START MATERIAL TO PROCESS
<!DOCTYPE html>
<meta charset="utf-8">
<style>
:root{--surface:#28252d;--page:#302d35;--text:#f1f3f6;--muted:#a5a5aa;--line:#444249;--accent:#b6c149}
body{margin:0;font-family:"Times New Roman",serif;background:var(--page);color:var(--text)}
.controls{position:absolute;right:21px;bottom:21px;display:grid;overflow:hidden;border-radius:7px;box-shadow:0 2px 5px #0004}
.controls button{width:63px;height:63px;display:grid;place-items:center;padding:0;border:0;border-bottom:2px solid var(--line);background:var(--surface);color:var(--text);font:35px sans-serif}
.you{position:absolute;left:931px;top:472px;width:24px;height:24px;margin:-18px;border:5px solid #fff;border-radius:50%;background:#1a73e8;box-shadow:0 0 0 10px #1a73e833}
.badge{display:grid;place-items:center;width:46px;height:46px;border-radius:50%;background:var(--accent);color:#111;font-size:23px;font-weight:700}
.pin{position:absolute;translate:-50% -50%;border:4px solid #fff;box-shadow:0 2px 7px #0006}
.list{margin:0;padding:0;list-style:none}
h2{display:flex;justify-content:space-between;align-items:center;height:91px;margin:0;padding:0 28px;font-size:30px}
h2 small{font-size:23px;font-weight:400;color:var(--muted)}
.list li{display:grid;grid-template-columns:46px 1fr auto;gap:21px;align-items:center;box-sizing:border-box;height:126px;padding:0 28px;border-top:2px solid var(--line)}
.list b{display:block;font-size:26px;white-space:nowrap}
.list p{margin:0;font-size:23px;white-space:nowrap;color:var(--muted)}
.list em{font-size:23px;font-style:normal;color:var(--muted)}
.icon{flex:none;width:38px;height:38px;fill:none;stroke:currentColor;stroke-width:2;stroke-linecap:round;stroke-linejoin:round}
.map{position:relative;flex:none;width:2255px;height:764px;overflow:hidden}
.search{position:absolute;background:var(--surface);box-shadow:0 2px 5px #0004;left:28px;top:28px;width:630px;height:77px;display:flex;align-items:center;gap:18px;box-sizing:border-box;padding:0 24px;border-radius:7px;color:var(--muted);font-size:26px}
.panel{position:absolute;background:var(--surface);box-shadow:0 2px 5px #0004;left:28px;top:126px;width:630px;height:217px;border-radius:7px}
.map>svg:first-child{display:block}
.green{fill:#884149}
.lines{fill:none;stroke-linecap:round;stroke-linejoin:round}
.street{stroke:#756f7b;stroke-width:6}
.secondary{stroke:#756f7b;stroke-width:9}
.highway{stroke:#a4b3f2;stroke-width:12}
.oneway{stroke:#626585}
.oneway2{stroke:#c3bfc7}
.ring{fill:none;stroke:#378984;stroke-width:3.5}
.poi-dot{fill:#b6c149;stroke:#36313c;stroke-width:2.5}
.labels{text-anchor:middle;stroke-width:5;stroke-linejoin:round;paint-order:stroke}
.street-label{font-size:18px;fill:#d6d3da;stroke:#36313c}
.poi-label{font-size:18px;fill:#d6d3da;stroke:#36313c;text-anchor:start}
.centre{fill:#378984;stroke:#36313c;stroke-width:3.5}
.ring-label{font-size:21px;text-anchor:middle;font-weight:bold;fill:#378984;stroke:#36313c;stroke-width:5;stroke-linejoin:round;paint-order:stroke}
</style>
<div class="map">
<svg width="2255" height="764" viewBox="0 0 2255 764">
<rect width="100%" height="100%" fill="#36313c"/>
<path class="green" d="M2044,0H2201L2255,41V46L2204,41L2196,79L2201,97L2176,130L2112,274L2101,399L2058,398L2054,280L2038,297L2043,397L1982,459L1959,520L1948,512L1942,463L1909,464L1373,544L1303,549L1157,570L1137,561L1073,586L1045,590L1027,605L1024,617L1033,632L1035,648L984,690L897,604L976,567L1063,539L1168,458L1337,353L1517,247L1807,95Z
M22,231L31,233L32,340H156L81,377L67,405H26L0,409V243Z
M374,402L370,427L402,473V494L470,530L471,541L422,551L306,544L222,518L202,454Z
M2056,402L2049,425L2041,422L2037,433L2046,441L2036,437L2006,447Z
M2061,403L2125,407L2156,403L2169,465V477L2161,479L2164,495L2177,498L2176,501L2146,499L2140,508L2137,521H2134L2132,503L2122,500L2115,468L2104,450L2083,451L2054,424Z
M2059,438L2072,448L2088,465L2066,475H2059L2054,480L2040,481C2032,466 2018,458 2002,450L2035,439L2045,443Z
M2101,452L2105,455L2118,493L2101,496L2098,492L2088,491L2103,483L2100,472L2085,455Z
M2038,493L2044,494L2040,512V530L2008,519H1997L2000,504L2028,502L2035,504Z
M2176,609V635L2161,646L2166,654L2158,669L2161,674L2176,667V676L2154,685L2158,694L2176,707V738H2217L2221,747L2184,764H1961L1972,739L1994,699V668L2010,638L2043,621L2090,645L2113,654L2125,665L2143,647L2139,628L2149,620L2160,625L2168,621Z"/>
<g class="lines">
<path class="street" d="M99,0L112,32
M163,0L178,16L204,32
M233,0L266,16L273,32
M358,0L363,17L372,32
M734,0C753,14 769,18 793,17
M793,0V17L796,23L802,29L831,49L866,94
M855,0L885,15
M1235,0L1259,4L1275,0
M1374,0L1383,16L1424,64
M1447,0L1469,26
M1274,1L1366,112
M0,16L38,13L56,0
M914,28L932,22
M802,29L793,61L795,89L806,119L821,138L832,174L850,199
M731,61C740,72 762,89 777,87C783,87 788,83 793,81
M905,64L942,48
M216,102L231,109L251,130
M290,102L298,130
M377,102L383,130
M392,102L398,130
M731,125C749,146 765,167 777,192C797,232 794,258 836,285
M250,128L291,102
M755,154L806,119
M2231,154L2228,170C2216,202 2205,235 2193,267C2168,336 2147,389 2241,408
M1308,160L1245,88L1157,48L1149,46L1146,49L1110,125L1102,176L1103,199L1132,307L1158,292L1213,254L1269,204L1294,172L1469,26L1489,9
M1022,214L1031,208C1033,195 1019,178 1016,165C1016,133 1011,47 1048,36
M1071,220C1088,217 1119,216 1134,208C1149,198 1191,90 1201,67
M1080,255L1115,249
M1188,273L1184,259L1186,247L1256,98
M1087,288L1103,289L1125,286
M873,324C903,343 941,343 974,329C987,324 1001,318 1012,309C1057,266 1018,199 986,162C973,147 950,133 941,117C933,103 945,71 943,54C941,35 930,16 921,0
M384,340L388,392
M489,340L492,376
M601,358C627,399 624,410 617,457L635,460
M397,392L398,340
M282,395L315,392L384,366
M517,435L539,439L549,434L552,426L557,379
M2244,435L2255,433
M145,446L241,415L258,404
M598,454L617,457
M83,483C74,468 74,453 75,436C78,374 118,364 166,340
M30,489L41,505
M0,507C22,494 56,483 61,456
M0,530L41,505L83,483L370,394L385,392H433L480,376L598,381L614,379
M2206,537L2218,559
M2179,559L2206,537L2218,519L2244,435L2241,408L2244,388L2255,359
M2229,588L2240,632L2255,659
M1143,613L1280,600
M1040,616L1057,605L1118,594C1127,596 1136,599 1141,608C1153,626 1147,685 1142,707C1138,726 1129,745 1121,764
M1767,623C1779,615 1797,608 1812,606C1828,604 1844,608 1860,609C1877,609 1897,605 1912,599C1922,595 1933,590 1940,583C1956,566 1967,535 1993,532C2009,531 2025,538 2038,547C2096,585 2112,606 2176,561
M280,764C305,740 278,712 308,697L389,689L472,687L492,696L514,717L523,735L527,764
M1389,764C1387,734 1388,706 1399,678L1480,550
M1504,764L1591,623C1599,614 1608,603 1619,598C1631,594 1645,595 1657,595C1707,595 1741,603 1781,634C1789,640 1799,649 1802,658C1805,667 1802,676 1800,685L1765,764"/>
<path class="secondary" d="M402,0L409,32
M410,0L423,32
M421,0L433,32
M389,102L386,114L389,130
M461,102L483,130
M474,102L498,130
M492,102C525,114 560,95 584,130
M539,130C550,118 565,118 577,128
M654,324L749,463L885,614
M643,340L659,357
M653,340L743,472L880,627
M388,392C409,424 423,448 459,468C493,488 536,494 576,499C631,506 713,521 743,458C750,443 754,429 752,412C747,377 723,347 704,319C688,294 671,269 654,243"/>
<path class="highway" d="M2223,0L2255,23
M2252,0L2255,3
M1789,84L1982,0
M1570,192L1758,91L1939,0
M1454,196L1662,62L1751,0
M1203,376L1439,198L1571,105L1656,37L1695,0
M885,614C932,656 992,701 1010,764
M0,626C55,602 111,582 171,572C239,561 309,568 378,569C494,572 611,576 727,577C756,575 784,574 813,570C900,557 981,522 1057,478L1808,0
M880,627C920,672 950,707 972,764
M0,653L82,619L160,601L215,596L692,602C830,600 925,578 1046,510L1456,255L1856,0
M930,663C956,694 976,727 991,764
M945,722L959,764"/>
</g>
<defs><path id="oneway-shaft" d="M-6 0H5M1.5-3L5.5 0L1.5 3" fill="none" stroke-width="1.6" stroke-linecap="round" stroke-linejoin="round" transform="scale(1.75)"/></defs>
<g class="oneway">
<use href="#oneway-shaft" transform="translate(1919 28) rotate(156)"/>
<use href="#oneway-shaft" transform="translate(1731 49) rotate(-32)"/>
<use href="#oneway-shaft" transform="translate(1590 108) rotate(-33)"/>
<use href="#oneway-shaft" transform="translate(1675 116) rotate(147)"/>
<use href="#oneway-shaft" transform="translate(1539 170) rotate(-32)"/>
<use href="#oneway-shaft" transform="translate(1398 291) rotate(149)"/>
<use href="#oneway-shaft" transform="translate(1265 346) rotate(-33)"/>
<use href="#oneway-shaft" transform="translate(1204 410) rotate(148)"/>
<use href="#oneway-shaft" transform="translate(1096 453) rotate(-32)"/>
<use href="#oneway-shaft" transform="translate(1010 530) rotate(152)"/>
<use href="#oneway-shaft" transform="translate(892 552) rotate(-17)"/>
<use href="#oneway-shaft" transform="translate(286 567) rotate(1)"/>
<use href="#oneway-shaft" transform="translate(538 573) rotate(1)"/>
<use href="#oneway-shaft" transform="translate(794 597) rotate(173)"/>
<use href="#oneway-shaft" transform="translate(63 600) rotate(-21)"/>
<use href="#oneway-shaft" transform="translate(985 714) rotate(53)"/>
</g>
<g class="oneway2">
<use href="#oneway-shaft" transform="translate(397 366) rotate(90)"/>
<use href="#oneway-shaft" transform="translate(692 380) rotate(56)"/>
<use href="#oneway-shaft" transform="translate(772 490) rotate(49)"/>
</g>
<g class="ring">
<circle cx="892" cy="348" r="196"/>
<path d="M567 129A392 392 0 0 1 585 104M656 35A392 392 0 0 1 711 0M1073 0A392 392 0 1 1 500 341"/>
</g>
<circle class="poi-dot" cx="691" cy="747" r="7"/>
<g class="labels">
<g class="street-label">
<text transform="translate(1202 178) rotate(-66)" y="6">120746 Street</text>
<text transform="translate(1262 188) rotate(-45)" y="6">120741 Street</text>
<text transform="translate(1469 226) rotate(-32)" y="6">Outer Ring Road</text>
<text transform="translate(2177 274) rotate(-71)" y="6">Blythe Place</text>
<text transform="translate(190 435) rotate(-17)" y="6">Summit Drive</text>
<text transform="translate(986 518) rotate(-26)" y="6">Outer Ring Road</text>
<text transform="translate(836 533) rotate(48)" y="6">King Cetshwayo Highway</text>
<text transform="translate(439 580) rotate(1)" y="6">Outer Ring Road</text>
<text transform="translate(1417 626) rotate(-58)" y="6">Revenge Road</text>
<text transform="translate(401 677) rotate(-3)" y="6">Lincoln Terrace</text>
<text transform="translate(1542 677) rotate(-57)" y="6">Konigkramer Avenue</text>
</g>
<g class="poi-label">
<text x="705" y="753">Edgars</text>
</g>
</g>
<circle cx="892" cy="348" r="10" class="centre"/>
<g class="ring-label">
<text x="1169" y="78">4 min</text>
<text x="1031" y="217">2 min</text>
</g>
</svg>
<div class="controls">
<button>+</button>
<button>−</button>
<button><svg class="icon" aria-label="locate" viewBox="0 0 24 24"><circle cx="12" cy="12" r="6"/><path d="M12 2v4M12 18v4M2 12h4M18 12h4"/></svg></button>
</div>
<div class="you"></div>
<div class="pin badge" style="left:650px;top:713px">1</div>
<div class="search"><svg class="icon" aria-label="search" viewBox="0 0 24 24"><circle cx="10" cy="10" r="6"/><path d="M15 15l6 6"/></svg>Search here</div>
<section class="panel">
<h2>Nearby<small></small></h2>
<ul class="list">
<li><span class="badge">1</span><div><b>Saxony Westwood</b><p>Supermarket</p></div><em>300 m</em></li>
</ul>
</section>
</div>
END MATERIAL TO PROCESS
WHAT TO PRODUCE: In the entries above, find every line with the word "nowrap" and list it.

EXERCISE RESPONSE:
.list b{display:block;font-size:26px;white-space:nowrap}
.list p{margin:0;font-size:23px;white-space:nowrap;color:var(--muted)}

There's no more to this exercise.